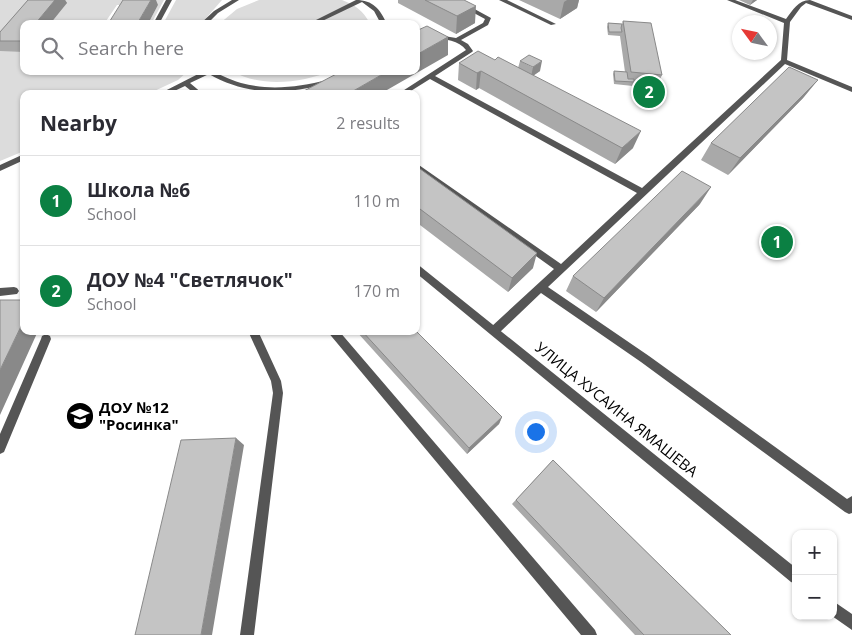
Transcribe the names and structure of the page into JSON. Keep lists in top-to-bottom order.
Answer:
{
  "streets": {
    "street": ["УЛИЦА ХУСАИНА ЯМАШЕВА"]
  },
  "places": {
    "school or university": ["ДОУ №12 \"Росинка\""]
  },
  "north": "top left",
  "page": {
    "search": "Search here",
    "pins": ["2", "1"],
    "heading": ["Nearby", "2 results"],
    "list": [
      {
        "mark": "1",
        "name": "Школа №6",
        "note": "School",
        "value": "110 m"
      },
      {
        "mark": "2",
        "name": "ДОУ №4 \"Светлячок\"",
        "note": "School",
        "value": "170 m"
      }
    ],
    "map_buttons": ["+", "−"]
  }
}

════════════════

■ WHAT THE TASK ASKS: Output the full listing above exactly, excluding all pictures.

■ TASK SOLUTION:
Transcribe the names and structure of the page into JSON. Keep lists in top-to-bottom order.
Answer:
{
  "streets": {
    "street": ["УЛИЦА ХУСАИНА ЯМАШЕВА"]
  },
  "places": {
    "school or university": ["ДОУ №12 \"Росинка\""]
  },
  "north": "top left",
  "page": {
    "search": "Search here",
    "pins": ["2", "1"],
    "heading": ["Nearby", "2 results"],
    "list": [
      {
        "mark": "1",
        "name": "Школа №6",
        "note": "School",
        "value": "110 m"
      },
      {
        "mark": "2",
        "name": "ДОУ №4 \"Светлячок\"",
        "note": "School",
        "value": "170 m"
      }
    ],
    "map_buttons": ["+", "−"]
  }
}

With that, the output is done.